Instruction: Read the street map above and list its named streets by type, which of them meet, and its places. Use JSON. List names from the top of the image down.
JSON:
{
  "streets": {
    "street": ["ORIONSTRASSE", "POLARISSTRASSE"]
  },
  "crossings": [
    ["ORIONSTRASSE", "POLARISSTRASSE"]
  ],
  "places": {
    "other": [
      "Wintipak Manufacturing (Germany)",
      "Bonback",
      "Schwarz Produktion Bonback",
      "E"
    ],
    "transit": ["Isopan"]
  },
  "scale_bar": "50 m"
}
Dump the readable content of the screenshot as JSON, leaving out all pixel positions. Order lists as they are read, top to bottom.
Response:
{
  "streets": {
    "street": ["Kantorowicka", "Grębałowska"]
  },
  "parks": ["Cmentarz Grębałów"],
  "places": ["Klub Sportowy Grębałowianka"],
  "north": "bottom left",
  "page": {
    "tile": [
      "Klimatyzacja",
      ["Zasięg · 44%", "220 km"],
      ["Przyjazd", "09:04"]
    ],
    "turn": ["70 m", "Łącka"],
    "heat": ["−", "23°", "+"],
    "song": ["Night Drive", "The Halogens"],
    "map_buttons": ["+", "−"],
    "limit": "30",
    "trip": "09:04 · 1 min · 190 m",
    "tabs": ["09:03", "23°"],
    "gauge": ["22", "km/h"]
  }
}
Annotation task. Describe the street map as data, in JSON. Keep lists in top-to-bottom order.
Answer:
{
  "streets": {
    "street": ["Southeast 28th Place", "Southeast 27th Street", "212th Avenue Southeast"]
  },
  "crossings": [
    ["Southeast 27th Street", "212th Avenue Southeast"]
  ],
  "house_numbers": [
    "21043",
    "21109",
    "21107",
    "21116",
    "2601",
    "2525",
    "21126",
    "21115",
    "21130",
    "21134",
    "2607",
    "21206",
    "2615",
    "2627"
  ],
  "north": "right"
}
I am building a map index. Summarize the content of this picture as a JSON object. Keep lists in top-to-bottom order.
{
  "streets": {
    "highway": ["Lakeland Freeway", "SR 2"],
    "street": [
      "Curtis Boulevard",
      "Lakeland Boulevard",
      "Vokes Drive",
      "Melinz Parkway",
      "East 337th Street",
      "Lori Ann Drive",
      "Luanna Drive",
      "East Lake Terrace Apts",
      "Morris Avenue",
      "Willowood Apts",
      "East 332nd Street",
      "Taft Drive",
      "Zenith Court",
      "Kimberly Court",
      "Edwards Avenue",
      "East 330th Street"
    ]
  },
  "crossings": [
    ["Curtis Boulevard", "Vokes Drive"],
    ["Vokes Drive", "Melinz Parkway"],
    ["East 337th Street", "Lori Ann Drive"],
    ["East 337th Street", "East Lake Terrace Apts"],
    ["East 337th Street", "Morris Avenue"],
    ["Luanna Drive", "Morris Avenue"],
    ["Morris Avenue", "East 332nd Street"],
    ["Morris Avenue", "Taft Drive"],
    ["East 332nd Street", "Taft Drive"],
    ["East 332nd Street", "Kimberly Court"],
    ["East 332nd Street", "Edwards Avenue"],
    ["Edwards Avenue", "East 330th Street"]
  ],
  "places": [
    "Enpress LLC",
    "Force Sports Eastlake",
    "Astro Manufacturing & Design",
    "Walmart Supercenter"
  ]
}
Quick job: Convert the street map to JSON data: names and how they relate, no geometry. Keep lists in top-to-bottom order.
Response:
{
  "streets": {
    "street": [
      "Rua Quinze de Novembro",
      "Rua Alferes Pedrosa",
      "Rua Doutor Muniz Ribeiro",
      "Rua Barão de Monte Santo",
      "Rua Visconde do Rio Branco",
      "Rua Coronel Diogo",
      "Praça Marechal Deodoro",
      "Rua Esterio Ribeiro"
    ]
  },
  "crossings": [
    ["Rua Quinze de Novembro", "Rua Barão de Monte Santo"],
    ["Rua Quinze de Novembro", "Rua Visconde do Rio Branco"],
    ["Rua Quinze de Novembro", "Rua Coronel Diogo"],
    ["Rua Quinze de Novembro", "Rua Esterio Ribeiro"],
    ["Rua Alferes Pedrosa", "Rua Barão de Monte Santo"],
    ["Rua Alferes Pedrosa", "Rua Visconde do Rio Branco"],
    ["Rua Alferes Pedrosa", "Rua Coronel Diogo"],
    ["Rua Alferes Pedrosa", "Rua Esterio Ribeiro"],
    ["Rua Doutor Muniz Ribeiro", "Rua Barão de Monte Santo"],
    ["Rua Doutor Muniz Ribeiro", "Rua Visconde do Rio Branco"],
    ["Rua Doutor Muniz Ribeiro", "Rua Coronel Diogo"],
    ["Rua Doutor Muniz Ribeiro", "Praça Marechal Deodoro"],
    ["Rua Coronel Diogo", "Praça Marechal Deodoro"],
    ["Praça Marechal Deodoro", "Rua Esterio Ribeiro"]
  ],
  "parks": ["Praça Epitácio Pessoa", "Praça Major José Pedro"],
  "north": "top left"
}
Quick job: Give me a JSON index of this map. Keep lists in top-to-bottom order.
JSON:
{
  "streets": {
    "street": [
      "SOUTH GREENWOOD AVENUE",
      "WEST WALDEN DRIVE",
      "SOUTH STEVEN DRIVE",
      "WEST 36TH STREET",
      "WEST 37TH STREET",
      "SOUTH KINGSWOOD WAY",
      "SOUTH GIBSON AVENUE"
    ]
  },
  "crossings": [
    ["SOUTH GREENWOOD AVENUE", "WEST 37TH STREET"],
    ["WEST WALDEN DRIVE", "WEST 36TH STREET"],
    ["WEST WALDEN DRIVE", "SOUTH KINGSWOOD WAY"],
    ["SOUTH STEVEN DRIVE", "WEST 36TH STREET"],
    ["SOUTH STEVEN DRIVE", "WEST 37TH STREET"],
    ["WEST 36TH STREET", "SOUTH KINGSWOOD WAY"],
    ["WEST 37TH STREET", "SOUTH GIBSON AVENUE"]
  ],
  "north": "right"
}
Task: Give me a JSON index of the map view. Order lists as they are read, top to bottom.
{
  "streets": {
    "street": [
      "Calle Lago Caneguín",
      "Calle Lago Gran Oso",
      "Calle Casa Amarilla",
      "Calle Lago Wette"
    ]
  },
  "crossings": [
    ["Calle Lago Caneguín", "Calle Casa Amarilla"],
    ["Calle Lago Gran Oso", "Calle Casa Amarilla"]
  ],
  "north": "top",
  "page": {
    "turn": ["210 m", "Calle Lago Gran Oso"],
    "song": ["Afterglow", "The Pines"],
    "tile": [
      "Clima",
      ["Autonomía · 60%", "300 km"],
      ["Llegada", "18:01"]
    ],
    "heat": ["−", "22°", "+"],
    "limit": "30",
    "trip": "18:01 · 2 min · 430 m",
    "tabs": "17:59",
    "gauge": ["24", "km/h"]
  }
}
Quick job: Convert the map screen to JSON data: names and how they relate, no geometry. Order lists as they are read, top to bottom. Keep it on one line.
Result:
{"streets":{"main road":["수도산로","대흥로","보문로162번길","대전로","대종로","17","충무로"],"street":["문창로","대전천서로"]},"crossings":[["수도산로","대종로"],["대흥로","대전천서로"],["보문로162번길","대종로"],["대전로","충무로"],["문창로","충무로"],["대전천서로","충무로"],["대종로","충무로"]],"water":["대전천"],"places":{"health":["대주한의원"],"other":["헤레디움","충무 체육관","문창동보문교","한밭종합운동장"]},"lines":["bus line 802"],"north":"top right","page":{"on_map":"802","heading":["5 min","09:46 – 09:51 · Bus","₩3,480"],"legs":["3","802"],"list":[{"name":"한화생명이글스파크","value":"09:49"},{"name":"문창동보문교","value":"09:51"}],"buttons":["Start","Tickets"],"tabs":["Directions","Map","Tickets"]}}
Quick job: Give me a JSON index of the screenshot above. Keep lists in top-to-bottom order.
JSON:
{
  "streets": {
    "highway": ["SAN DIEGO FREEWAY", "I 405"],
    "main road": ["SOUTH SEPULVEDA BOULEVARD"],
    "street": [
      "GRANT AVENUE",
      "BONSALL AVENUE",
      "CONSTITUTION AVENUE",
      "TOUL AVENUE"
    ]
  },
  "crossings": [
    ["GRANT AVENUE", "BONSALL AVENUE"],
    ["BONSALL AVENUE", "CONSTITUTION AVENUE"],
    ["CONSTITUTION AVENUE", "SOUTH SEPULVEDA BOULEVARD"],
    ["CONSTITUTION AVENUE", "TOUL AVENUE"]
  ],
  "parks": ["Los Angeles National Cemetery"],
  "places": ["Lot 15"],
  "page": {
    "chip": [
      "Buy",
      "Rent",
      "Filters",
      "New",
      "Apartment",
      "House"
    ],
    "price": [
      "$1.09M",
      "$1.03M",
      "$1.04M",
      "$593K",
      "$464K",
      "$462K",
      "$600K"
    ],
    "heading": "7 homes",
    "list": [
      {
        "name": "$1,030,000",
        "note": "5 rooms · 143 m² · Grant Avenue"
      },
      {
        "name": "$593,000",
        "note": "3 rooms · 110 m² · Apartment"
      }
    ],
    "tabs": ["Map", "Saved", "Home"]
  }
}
+ + +
Problem details: Copy each line holding the word "note" from the listing above.

Response to the task:
        "note": "5 rooms · 143 m² · Grant Avenue"
        "note": "3 rooms · 110 m² · Apartment"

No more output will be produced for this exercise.